EXERCISE DETAILS: How many lines in the data below have the string "compass"? Reply with the number alone.

-- SUPPLIED DATA follows --

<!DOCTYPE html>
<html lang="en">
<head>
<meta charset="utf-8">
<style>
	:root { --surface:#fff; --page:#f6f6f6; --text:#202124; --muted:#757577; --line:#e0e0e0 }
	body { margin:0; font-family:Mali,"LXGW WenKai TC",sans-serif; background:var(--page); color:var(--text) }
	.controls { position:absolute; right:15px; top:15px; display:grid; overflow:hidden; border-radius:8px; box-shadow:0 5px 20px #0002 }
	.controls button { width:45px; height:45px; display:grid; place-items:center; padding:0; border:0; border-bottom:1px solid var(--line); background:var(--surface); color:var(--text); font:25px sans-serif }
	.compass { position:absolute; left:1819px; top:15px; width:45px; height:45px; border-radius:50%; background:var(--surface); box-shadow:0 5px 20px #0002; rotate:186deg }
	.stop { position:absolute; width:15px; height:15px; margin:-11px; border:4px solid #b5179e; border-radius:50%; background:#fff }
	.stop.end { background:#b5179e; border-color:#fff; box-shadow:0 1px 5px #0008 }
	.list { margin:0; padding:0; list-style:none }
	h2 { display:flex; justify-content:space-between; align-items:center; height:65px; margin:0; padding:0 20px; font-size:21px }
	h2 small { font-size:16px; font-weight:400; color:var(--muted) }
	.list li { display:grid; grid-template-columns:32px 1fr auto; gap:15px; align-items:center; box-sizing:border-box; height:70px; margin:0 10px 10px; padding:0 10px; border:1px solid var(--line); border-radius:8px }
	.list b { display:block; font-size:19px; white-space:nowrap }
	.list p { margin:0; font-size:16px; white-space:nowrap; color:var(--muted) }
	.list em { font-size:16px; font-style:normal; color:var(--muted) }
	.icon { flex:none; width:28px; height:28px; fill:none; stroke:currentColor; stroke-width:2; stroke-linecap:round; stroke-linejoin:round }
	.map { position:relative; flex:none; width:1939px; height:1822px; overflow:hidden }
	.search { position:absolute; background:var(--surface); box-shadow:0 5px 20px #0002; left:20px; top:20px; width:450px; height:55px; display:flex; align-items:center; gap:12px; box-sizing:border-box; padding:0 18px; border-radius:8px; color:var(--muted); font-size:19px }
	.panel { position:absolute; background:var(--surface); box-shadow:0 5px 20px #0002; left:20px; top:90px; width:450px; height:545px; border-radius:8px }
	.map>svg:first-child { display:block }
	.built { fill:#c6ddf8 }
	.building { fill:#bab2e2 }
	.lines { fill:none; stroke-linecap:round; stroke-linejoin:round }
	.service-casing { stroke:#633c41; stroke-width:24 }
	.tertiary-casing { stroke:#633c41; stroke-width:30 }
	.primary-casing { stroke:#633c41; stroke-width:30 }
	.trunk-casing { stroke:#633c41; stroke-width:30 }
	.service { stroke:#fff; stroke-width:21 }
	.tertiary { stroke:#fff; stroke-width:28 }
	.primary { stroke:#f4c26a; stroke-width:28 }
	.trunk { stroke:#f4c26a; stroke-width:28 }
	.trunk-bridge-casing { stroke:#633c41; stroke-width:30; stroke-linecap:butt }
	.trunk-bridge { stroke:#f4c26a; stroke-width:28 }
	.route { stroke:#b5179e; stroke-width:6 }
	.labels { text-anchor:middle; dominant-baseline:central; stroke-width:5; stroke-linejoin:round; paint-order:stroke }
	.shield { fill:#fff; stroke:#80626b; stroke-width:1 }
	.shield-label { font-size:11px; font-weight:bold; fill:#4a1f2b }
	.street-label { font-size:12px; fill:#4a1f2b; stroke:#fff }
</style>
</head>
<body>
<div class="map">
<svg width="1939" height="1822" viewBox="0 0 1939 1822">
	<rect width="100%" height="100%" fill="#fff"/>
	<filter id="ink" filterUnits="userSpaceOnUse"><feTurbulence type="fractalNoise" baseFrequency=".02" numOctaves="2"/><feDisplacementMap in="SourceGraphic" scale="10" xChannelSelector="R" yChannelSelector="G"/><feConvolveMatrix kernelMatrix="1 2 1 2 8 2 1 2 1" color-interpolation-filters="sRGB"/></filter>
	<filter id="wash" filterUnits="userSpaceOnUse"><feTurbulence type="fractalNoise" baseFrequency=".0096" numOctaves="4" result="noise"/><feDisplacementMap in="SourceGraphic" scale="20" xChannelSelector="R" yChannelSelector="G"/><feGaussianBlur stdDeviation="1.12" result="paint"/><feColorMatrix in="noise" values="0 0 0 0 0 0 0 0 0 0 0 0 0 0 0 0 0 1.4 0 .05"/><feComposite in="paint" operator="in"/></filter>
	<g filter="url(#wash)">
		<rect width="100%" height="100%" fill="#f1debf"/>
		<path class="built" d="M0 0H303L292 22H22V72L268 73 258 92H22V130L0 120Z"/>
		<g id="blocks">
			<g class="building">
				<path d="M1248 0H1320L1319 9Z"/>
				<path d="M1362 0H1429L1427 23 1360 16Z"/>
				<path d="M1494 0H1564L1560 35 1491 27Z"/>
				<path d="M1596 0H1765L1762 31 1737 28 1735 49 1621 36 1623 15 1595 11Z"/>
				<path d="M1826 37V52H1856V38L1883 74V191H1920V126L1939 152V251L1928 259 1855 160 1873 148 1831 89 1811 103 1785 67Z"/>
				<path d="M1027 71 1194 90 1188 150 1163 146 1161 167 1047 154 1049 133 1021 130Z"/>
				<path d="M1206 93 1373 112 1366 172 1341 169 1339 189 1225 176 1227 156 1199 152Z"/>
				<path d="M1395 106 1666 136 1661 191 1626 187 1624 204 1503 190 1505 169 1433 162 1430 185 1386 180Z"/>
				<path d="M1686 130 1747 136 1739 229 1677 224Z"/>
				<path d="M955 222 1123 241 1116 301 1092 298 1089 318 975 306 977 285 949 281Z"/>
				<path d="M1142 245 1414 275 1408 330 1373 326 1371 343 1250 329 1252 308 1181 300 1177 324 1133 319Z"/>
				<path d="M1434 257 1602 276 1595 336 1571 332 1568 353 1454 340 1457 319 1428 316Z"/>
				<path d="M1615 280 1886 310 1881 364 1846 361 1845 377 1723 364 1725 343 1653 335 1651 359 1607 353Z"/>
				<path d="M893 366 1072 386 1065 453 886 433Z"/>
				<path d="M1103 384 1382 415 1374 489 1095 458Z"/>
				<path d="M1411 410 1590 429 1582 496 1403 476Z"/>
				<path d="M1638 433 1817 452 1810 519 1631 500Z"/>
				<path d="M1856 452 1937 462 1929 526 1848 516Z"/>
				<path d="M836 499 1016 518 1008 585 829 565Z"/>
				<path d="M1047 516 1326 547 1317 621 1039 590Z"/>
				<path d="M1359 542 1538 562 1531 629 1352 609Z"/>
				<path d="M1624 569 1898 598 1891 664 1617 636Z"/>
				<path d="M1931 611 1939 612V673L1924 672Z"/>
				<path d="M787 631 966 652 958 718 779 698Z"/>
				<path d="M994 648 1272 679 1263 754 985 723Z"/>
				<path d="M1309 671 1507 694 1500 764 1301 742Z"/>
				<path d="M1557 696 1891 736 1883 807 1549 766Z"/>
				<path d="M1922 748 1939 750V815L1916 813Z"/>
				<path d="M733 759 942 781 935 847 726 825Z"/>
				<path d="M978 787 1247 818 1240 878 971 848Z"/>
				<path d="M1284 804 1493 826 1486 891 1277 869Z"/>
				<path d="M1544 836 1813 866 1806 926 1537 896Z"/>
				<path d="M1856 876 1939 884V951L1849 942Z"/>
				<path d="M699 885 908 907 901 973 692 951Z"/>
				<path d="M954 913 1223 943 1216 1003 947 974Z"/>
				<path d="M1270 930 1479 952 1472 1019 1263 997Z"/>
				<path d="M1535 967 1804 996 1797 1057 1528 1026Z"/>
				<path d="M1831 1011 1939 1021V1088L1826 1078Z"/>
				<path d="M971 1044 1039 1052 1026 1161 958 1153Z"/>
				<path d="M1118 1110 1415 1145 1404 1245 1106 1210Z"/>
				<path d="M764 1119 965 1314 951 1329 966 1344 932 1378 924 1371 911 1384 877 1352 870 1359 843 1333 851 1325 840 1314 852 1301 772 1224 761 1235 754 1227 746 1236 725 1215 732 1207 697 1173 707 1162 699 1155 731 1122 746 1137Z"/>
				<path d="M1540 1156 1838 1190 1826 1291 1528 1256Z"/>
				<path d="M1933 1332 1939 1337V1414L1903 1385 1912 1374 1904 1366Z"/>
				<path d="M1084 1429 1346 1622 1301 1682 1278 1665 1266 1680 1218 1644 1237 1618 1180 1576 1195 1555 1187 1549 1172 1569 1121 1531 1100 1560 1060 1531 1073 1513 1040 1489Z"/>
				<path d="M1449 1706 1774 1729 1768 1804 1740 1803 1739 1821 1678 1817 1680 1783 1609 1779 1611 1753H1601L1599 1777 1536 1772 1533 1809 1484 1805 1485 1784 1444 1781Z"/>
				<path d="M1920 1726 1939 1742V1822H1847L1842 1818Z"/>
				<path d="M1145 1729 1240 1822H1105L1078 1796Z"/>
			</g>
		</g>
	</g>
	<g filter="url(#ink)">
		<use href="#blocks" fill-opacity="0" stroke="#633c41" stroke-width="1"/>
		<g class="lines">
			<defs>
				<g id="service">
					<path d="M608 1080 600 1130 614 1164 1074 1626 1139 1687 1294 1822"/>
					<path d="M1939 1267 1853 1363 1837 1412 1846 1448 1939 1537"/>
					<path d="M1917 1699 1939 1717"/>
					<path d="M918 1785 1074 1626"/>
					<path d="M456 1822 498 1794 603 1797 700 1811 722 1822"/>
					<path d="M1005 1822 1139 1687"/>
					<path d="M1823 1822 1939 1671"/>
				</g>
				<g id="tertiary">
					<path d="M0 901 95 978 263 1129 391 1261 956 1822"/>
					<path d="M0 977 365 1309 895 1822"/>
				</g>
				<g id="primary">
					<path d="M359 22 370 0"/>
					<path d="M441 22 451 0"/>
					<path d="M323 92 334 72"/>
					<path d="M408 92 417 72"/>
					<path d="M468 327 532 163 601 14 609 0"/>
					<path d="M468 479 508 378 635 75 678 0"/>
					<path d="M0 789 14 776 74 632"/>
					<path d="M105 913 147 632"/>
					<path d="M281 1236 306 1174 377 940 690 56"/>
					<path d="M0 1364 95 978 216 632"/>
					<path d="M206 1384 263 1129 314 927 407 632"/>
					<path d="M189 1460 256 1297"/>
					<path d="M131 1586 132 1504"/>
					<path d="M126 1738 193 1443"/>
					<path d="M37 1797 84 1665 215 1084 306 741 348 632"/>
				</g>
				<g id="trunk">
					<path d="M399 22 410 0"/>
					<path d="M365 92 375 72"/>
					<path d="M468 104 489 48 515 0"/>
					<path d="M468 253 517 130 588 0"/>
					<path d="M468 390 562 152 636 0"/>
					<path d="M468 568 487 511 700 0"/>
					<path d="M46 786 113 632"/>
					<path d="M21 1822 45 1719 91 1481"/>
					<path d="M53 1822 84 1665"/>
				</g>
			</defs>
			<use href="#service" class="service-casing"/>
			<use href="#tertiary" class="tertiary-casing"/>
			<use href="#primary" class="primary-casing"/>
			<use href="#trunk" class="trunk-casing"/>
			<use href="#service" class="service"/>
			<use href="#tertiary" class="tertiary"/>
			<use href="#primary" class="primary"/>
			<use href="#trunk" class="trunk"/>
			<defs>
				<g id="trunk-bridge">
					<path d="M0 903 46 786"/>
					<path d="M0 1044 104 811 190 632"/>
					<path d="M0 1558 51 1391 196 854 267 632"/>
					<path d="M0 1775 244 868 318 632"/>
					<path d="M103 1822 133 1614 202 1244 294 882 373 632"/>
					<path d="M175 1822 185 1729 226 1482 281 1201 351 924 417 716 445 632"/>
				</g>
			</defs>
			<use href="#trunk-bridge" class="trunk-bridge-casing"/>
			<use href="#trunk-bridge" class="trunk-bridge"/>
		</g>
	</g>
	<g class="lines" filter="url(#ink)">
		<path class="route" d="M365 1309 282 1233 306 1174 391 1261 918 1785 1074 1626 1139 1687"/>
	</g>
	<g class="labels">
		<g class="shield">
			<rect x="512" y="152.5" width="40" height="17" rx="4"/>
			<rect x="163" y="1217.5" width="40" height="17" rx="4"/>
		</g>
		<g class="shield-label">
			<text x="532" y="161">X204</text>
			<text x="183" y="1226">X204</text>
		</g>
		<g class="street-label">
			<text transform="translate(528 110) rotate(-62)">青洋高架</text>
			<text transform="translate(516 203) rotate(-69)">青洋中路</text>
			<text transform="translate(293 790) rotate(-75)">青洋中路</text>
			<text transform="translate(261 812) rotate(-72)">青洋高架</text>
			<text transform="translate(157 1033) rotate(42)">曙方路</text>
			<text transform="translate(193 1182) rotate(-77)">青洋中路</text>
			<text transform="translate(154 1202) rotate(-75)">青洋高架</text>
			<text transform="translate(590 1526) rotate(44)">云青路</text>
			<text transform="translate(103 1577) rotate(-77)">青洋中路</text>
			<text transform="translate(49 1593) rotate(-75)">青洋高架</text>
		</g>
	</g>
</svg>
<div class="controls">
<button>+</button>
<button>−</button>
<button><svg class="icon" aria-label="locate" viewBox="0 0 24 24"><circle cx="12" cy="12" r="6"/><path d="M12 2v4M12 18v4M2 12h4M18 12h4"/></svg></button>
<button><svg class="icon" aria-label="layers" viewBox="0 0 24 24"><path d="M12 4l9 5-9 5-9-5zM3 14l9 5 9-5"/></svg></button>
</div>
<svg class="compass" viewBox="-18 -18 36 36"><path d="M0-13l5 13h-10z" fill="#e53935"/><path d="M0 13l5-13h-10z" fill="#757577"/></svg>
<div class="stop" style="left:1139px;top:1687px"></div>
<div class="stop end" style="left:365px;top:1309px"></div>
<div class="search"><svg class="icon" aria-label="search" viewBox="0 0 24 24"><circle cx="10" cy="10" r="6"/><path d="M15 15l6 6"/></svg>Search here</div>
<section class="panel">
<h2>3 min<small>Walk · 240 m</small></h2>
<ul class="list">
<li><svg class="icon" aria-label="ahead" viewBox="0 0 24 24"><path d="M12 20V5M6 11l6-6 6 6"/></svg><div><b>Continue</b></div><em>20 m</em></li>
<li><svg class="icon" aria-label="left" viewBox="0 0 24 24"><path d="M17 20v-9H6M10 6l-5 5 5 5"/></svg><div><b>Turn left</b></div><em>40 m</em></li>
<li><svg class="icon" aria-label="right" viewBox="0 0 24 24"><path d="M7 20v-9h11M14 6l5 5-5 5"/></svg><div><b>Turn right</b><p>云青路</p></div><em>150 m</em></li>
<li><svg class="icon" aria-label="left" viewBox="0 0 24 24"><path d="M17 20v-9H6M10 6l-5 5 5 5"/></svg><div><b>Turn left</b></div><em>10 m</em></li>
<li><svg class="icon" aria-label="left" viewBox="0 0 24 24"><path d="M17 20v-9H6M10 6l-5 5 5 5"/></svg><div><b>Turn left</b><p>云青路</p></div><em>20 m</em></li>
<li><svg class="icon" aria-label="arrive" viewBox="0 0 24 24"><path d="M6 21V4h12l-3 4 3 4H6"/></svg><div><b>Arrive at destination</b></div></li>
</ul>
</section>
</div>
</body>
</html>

-- SUPPLIED DATA concluded --

OUTPUT OF THE TASK: 2